To define mempty for Monoid (a -> b), we must provide a value of type a -> b (ie a function from a to b), just as for the monoid for [a], we must provide a value of type [a]. (Let me know if that makes sense).

So, writing out the definition, we have:

instance Monoid b => Monoid (a -> b) where
  mempty = memptyForFunctions
      where 
        memptyForFunctions :: Monoid b => a -> b
        memptyForFunctions x = undefined
 

  mconcat = ...


where I’m using undefined as a placeholder for the eventual code. What type does the value replacing undefined have to have? Since memptyForFunctions has type a -> b, undefined needs to have type b.

Fortunately, we have a mempty instance for b, so we can use that here.

tldr: the mempty on the left hand side of the equation is using the a->b instance, but the one on the right is using the b instance.

2 Likes

I don’t really get that yet :(. As I think through you post I’m getting more questions.

1. What is the _ holding a place for? The function?

The monoid for [a] has

mempty = []

It doesn’t have the _ (whatever placeholder) like monoid for (a -> b).

mempty _ = mempty

Perhaps like:

> mempty (+1)
()

2. Since the monoid for [a] is [] why does this return ()?

> mempty [3]
()

Oh, I see that

> mempty [3] == []
True

So not sure what is happening there.

3. If mempty _ = mempty doesn’t there need to be a definition for mempty on the RHS
I realize you said it is using b but I didn’t understand that.

I don’t really understand “unit” (). Does my lack of clarity on that relate to the original question?

I think when you command mempty [3], GHCi provides some default types to make it work. So, I think that is the equivalent of commanding:

(mempty :: [Integer] -> ()) [3 :: Integer]

which is why it evaluates to ().

What is the _ holding a place for? The function?

Good question. Are you clear on what _ is holding a place for in the following?

foo :: Bool -> Int
foo _ = 5

(Answer, it’s a wildcard for the input variable, which is of type Bool. The presence of _ makes clear that the input is never used.

Since the monoid for [a] is [] why does this return ()?

Ah, I see your confusion. What type does the mempty instance have for [a]?

(Answer: it has type [a]).

Try entering mempty :: [Int]. You’ll get back []. Does this make sense to you? Note that mempty is not taking an argument. That’s important.

When you write mempty [3], Haskell sees that you have given mempty an argument, so it infers that the instance of Monoid you must mean is the one for functions. In particular, it assumes it’s the Monoid instance for () -> [Int]. That’s why it gives you ().

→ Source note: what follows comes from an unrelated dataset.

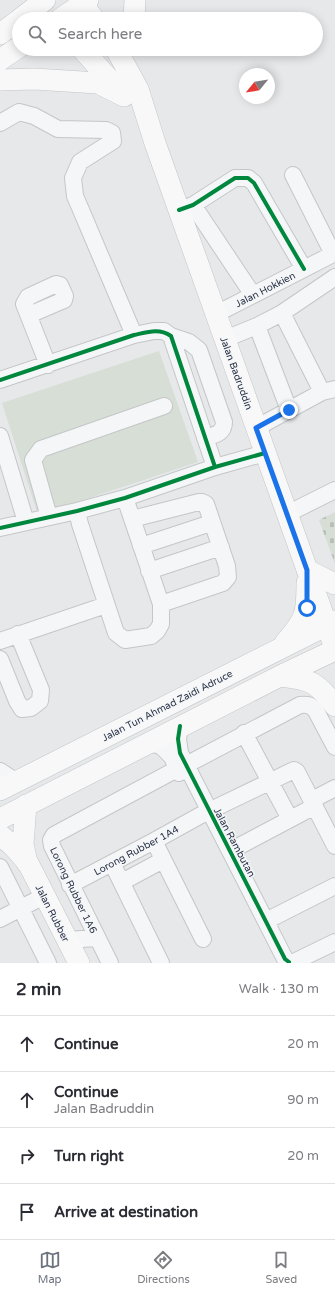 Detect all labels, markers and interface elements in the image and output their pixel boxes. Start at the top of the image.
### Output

When you write mempty [3] == [], it infers it’s the instance for [a] -> [Int], which is why it computes [] and returns True.

I don’t really understand “unit” (). Does my lack of clarity on that relate to the original question?

It doesn’t, but I highly recommend trying to understand it. I was confused by similar things when learning Haskell and I deferred trying to understand them, and it confused me a lot.

Here’s how to understand (). It is a type, and there is a single value that has that type. That value is also written ().

For example try entering () :: () into ghci, or () == ().

If mempty _ = mempty doesn’t there need to be a definition for mempty on the RHS

Yes, I understand your confusion. But to emphasize: the mempty on the left and the mempty on the right are different functions. The one on the left belongs to the Monoid instance for a -> b, but the one on the right belongs to the Monoid instance for b.

Addendum:

More on (). It’s the type with one value inhabiting it. There’s also a type Void with no values inhabiting it. Either () a is isomorphic to Maybe a. Either Void a is isomorphic to a.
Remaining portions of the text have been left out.